Jackman instead went on to portray Wolverine in eight more X-Men films, and capped off his 17 years as the character with 2017's Logan. At times, it seemed like Jackman would be playing the character (and working out relentlessly to do so) until he collapsed, but one of the longest-serving superhero actors of all time finally retracted his claws with Logan.
As well as discussing the what-could-have-beens of Bond, Jackman spoke of his one regret for Wolverine, a character he's chose to retire having played the Marvel mutant since the year 2000. But there was a time between "X-Men 3" and the first Wolverine movie when I could see the roles getting smaller. The main feeling I had was: 'There, that's the character.

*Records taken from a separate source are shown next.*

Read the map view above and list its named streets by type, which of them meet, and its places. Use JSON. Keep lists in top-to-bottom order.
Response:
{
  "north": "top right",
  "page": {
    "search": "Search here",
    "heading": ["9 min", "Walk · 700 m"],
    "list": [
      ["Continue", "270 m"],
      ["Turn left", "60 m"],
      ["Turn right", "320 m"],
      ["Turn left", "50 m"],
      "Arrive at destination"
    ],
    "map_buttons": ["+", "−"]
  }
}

Before Daniel Craig took over the iconic 007 role, Bond makers were looking to replace the franchise's former spy - Pierce Brosnan - with another popular face; and it was none other than Hugh Jackman. "And I was calm and at peace, but I'm going to miss that guy".
"I just felt at that time that the scripts had become so unbelievable and insane, and I felt like they needed to become grittier and real".
So it's understandable that Jackman might not have wanted to be involved - even though he continued to star in the even-less plausible X-Men franchise, which is literally about superheroes.
Eventually, Daniel Craig stepped in to play James Bond with "Casino Royale" in 2006. "But I'm in the surgeon's office, and he's not letting me leave until I call you and say there's no way I can sing tomorrow'".
Jackman said that he's always wanted to try to do "different things" in his career, although he anxious about getting typecast between X-Men 3 and X-Men Origins: Wolverine, as the roles he started getting offered were becoming too similar. "I was also anxious that between Bond and X-Men, I'd never have time to do different things", Jackman added. Jackman was determined to keep variety in his career, though, and two megafranchises would have likely prevented that.
Variety has an in-depth interview with Hugh Jackman today in advance of the release of The Greatest Showman, his upcoming musical about P.T. Barnum, the founder of what would become the Ringling Bros. and Barnum & Bailey Circus.